Out of every six people in the world today, one is an adolescent girl below the age of 15. These are 1.1 billion people- a powerful constituency for shaping a sustainable world that’s better for everyone. They are brimming with talent and creativity. But their dreams and potential are often thwarted by discrimination, violence, retrogressive practices and lack of equal opportunities. There are many sexual reproductive health and rights challenges that girls face especially in sub-Saharan Africa.
The theme for this year’s International Day of the Girl Child, is “Girls’ Progress = Goals’ Progress: A Global Girl Data Movement.”
This theme is a call for action for increased investment in collecting and analysing girl-focused, girl-relevant and sex-disaggregated data. One year into the 2030 Agenda for Sustainable Development, improving data on girls and addressing the issues that are holding them back is critical for fulfilling the Sustainable Development Goals.

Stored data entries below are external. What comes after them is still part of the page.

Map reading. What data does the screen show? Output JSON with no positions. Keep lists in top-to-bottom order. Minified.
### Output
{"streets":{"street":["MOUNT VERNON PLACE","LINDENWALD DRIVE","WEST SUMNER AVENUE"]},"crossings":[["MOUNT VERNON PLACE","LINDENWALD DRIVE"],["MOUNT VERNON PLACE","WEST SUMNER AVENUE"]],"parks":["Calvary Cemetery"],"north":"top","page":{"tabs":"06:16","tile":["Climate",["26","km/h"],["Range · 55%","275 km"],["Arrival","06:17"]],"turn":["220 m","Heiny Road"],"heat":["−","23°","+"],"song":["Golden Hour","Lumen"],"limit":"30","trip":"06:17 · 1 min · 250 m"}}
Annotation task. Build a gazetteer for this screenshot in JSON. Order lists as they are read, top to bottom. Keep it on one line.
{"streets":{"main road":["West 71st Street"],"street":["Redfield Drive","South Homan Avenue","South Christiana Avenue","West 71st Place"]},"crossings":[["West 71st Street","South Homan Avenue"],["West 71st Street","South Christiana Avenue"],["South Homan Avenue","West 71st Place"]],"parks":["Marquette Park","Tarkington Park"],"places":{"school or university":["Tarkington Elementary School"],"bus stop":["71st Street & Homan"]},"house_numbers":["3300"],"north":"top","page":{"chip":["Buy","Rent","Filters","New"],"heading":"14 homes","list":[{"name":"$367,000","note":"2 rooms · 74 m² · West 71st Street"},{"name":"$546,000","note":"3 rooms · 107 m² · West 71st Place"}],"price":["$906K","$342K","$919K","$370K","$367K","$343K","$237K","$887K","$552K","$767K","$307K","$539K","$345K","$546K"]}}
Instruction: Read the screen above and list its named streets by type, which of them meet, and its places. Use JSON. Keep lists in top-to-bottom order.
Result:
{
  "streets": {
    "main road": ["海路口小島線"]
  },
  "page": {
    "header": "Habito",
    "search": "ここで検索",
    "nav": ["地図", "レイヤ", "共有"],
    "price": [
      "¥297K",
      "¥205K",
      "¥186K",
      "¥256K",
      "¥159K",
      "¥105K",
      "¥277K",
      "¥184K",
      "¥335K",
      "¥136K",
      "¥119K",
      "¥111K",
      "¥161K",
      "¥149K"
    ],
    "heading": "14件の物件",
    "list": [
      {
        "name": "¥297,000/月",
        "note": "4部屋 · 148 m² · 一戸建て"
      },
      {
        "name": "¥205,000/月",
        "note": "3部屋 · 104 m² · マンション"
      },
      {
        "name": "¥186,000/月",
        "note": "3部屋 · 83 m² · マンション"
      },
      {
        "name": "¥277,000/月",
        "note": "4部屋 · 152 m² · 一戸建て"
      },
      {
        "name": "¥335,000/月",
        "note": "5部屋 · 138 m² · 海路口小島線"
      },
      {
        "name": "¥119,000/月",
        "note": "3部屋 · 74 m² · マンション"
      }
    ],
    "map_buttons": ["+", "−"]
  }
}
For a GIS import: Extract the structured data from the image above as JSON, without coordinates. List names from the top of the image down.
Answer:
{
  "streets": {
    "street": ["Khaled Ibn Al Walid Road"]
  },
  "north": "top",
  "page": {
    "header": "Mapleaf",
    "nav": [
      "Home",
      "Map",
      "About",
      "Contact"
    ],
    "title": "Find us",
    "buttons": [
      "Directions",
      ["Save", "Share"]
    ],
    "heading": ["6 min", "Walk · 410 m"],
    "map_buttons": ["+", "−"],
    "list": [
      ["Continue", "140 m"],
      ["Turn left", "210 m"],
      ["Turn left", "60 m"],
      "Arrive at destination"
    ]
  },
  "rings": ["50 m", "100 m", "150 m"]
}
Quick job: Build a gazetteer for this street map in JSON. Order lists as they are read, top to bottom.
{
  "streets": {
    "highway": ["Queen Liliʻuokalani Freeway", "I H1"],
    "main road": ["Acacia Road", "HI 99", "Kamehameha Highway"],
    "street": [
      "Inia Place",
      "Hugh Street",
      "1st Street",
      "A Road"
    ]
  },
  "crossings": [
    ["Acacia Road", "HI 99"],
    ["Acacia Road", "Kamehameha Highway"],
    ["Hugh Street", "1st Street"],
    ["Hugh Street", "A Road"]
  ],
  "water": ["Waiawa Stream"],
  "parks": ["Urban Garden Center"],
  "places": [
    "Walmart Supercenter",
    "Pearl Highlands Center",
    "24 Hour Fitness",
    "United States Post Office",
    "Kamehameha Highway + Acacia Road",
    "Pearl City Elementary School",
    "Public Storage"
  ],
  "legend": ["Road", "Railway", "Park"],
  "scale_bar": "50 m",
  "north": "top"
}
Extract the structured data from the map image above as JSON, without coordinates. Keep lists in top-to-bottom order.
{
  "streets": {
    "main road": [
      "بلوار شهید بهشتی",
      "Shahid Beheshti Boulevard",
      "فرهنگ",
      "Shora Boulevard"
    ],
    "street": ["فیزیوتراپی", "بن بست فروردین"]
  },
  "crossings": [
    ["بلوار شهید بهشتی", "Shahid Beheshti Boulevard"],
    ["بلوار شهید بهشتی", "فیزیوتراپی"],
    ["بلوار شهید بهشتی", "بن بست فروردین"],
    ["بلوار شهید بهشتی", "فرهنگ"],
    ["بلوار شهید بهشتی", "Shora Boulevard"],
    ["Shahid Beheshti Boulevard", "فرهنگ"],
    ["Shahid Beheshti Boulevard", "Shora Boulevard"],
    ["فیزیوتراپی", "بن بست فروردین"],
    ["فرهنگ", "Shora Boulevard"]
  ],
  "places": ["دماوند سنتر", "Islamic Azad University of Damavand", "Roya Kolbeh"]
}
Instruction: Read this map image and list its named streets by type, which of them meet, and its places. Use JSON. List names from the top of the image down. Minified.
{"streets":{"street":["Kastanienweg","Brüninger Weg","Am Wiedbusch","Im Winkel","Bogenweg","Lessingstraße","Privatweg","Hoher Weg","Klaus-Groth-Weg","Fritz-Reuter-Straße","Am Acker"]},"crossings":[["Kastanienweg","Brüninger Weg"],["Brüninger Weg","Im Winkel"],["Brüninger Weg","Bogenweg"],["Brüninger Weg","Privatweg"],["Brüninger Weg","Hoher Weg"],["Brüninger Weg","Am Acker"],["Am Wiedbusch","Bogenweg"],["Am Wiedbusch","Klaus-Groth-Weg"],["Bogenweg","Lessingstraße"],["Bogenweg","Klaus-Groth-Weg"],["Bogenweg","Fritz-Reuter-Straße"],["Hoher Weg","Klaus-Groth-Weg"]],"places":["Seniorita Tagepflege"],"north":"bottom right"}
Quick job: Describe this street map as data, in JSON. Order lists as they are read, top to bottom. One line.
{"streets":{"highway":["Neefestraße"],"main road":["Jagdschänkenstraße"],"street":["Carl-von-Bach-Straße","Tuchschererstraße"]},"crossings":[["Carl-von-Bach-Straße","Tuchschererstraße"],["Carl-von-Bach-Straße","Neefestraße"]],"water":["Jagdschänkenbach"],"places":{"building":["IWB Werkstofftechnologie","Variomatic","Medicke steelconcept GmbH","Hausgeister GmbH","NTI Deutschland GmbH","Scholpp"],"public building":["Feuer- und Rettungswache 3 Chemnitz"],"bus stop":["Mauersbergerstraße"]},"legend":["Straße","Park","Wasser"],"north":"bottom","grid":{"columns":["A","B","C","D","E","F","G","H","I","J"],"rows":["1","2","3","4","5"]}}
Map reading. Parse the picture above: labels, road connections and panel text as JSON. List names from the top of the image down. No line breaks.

One of the biggest issues standing in the way of girls’ progress is forced child marriage. The data is daunting—one in three girls in developing countries including Kenya get married before their 18th birthday. This is according to data provided by UNFPA. These child brides miss out on education and become more vulnerable to physical and sexual violence. Girls who are married at an early age begin child bearing before they are physically or emotionally prepared. The cycle of violence that begins in girlhood, carries over into womanhood and across generations. The 2030 Agenda seeks to address their needs and unlock their potential.
CSA in its work across communities has endeavoured to empower women and girls and raise awareness on their rights, advocate for the adoption and implementation of laws and policies that seeks to improve their sexual reproductive health and rights.
On the International Day of the Girl Child, we stand with the global community to support girls’ progress and empowerment everywhere. Let girls be girls!